■ The task ■
The response should repeat word for word every line below from the one with "Find all text" to the one with "Localize all labels, symbols", inclusive, and nothing else; leave pictures out.

■ Records supplied ■
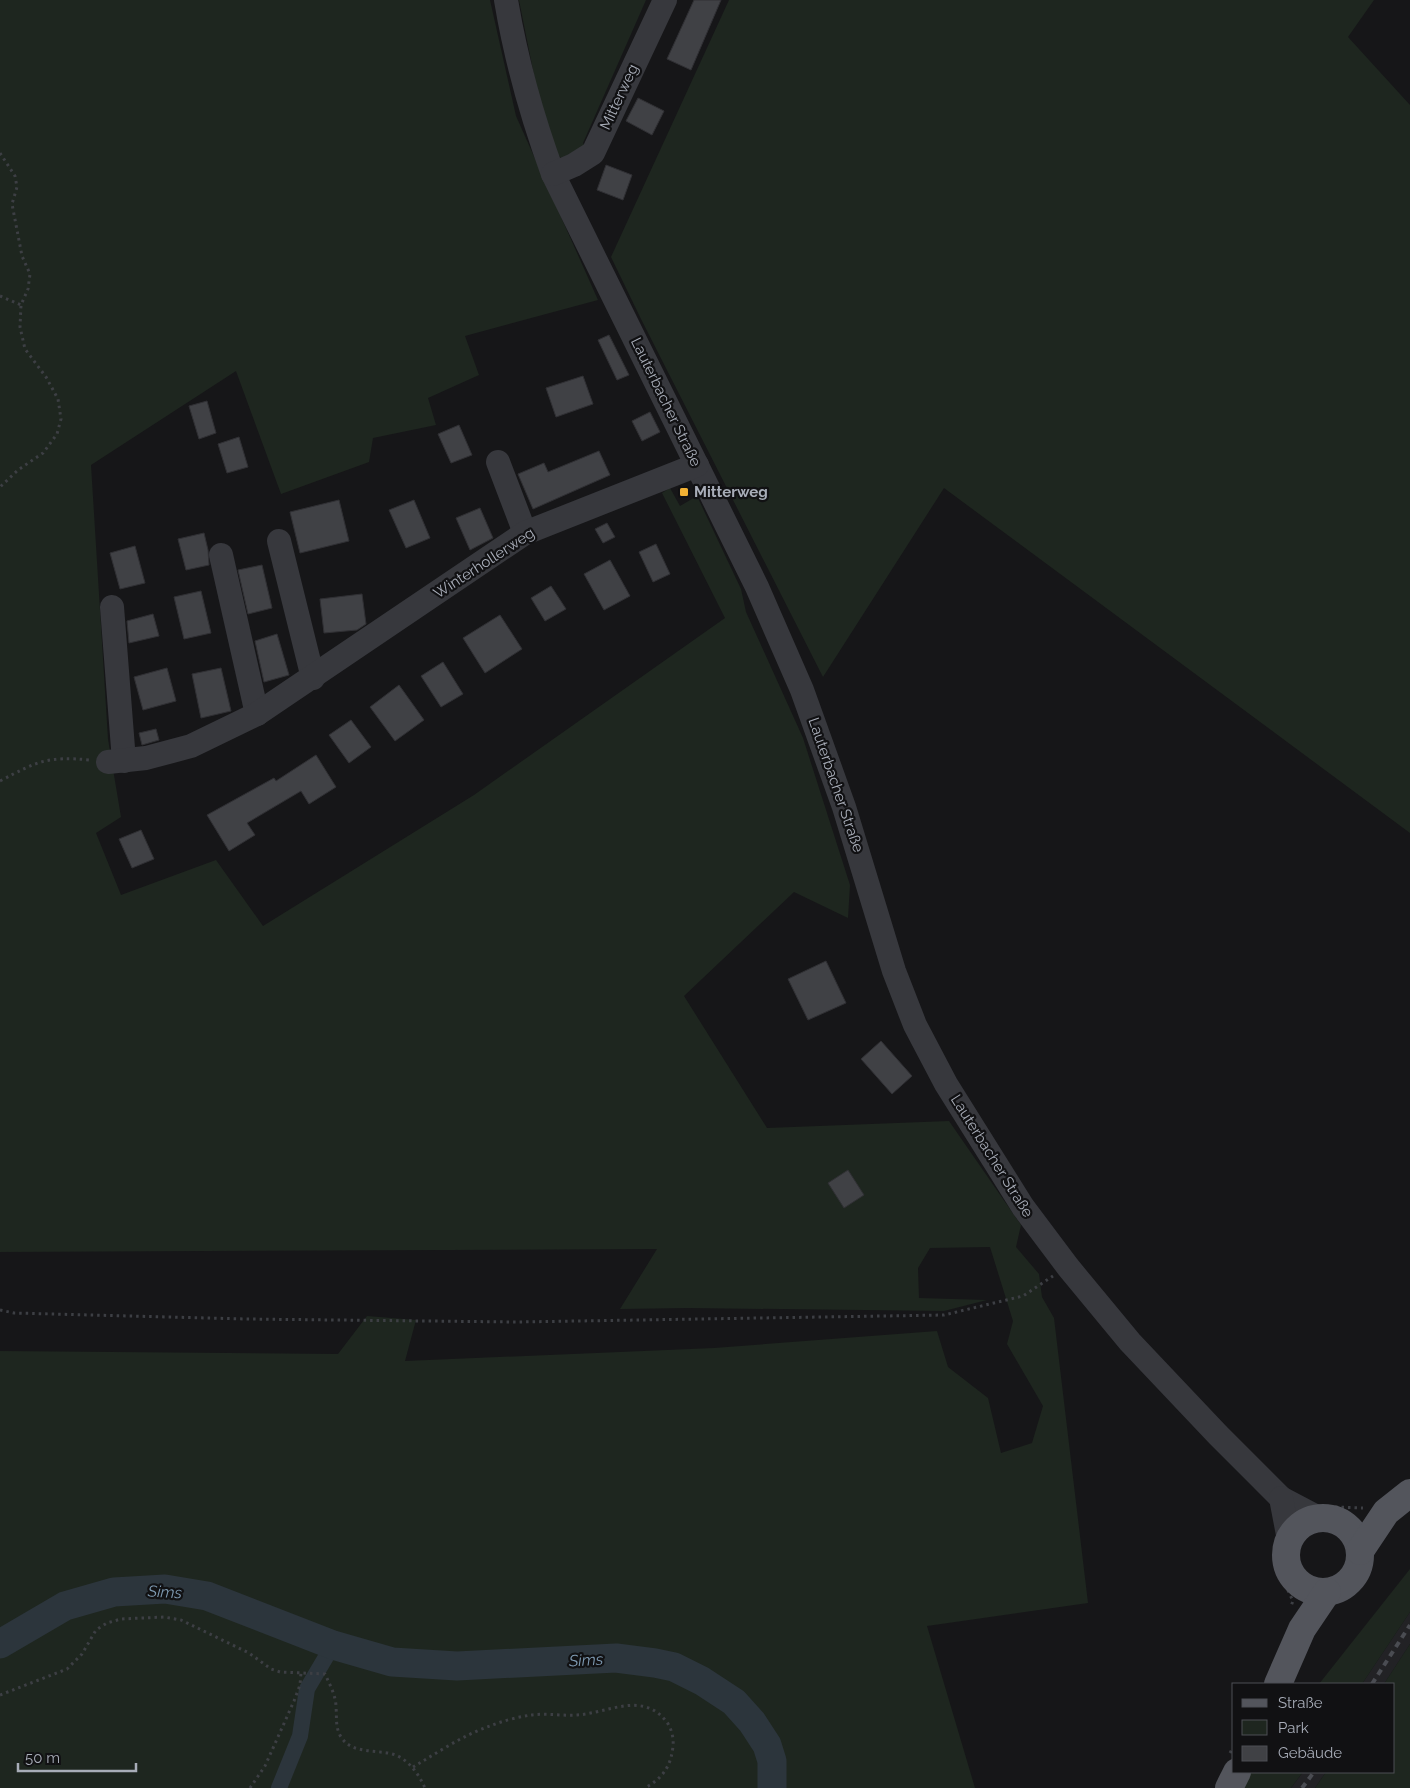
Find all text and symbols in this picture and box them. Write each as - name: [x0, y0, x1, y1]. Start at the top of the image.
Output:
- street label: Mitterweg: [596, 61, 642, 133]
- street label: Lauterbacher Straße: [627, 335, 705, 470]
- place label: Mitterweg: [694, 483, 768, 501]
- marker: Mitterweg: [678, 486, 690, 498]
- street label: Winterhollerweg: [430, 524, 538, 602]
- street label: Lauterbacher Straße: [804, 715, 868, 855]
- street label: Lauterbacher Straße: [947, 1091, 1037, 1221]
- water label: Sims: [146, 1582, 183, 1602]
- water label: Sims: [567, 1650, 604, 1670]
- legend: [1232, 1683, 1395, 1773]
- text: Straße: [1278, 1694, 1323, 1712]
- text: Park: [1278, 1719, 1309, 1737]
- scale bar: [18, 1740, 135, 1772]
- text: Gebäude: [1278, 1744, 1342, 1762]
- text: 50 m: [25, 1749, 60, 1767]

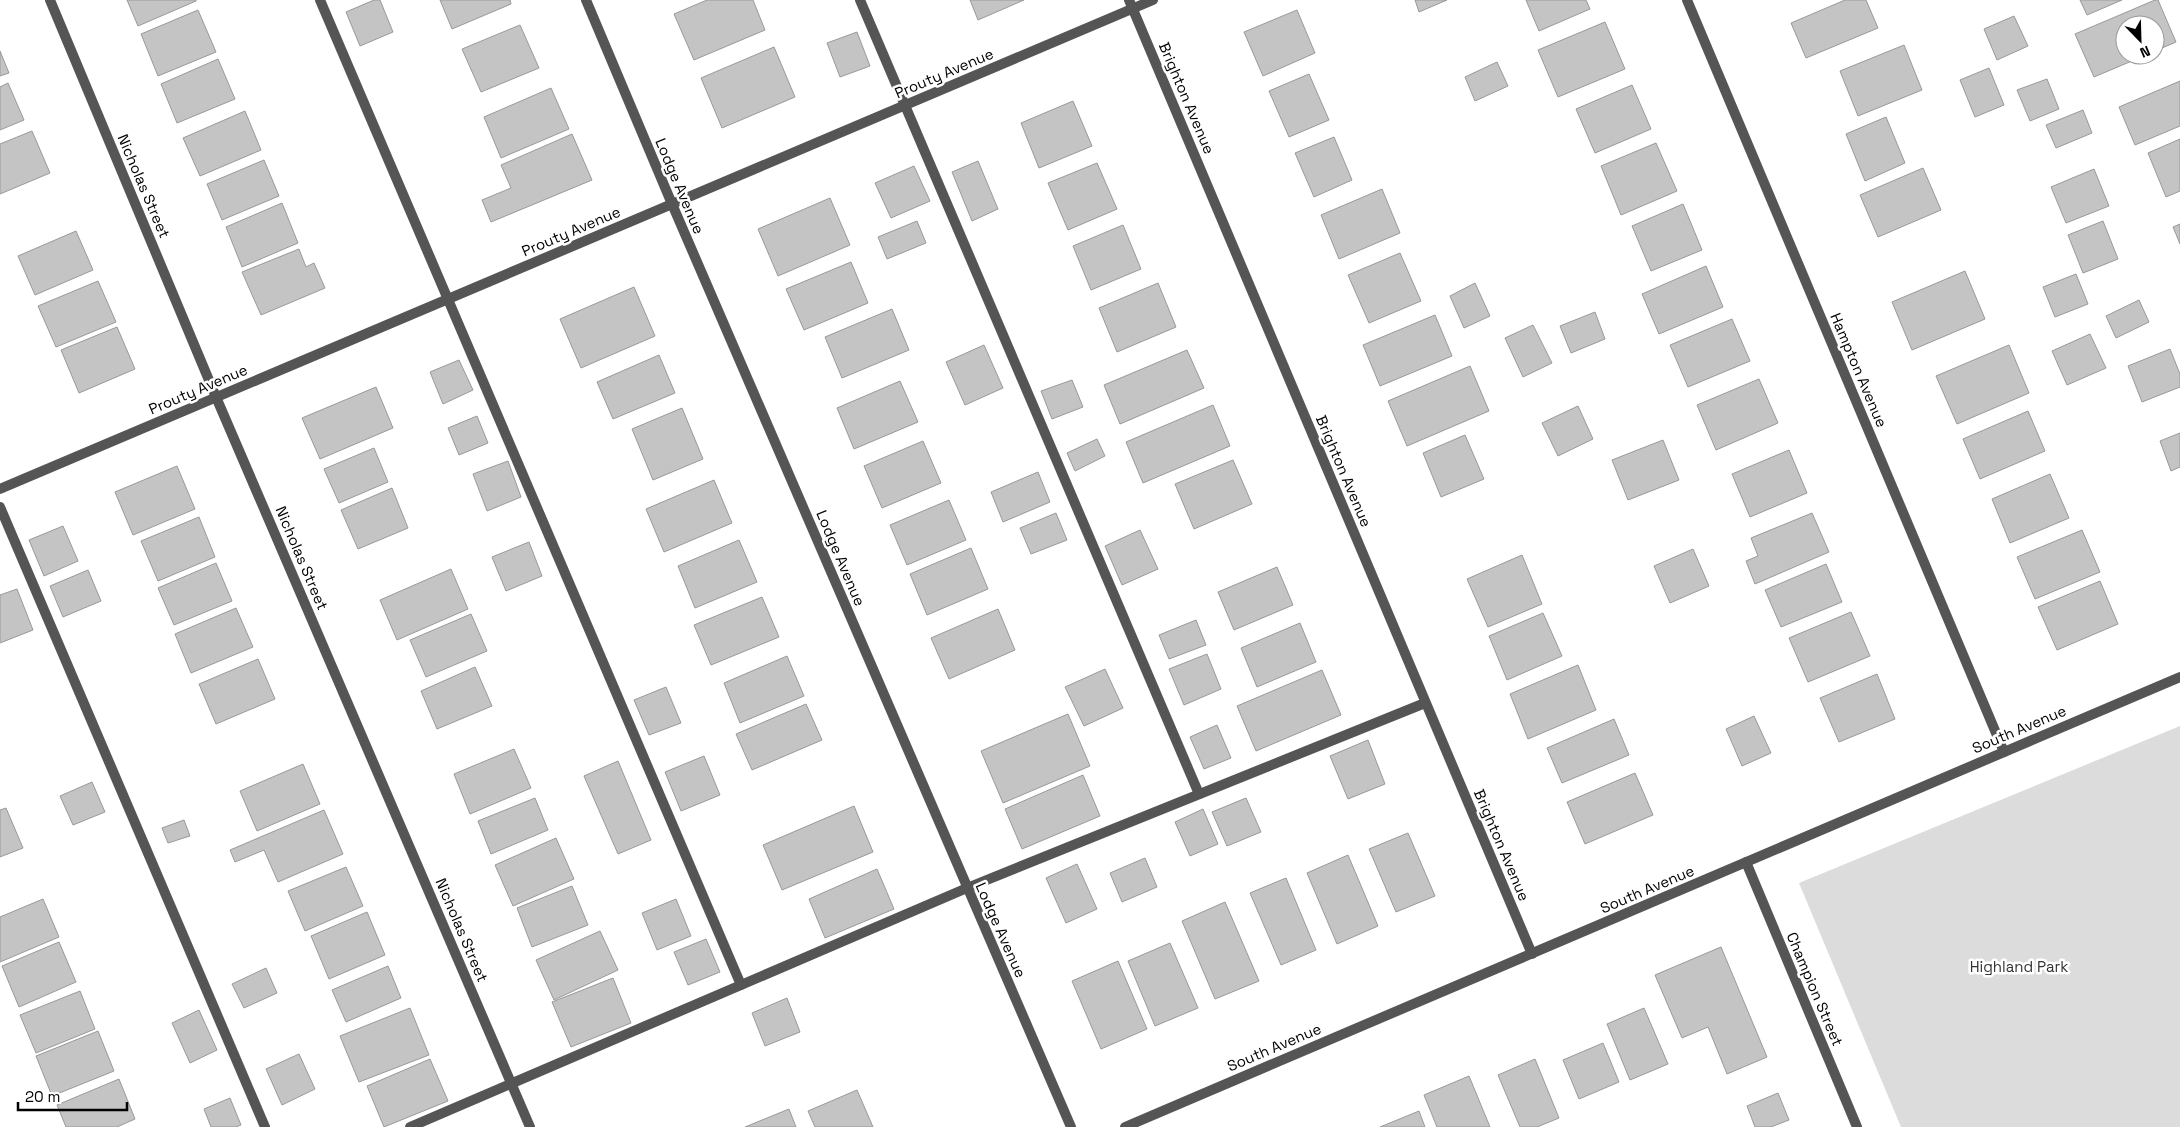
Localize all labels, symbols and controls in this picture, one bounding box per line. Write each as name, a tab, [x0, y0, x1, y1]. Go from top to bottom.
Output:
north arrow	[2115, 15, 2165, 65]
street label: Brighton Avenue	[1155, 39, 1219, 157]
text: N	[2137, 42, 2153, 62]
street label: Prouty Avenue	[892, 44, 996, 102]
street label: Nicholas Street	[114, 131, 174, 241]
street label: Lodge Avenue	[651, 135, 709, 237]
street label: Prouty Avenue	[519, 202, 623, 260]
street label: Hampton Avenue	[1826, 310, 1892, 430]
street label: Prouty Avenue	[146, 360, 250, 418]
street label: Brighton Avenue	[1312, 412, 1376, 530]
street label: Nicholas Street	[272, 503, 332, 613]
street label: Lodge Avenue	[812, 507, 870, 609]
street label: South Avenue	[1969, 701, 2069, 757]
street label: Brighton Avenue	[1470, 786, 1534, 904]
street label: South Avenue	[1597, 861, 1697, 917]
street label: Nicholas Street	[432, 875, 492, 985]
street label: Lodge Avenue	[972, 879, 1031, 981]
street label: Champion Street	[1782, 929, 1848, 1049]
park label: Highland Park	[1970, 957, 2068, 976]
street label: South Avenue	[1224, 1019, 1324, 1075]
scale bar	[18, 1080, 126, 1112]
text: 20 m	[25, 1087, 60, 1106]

==

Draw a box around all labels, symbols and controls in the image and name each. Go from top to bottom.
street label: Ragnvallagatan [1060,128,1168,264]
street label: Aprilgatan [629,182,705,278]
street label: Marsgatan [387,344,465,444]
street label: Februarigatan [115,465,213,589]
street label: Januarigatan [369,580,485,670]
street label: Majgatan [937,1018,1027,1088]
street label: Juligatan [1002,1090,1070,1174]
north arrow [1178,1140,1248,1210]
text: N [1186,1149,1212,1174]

■ Exercise result ■
Find all text and symbols in this picture and box them. Write each as - name: [x0, y0, x1, y1]. Start at the top of the image.
Output:
- street label: Mitterweg: [596, 61, 642, 133]
- street label: Lauterbacher Straße: [627, 335, 705, 470]
- place label: Mitterweg: [694, 483, 768, 501]
- marker: Mitterweg: [678, 486, 690, 498]
- street label: Winterhollerweg: [430, 524, 538, 602]
- street label: Lauterbacher Straße: [804, 715, 868, 855]
- street label: Lauterbacher Straße: [947, 1091, 1037, 1221]
- water label: Sims: [146, 1582, 183, 1602]
- water label: Sims: [567, 1650, 604, 1670]
- legend: [1232, 1683, 1395, 1773]
- text: Straße: [1278, 1694, 1323, 1712]
- text: Park: [1278, 1719, 1309, 1737]
- scale bar: [18, 1740, 135, 1772]
- text: Gebäude: [1278, 1744, 1342, 1762]
- text: 50 m: [25, 1749, 60, 1767]

Localize all labels, symbols and controls in this picture, one bounding box per line. Write each as name, a tab, [x0, y0, x1, y1]. Go from top to bottom.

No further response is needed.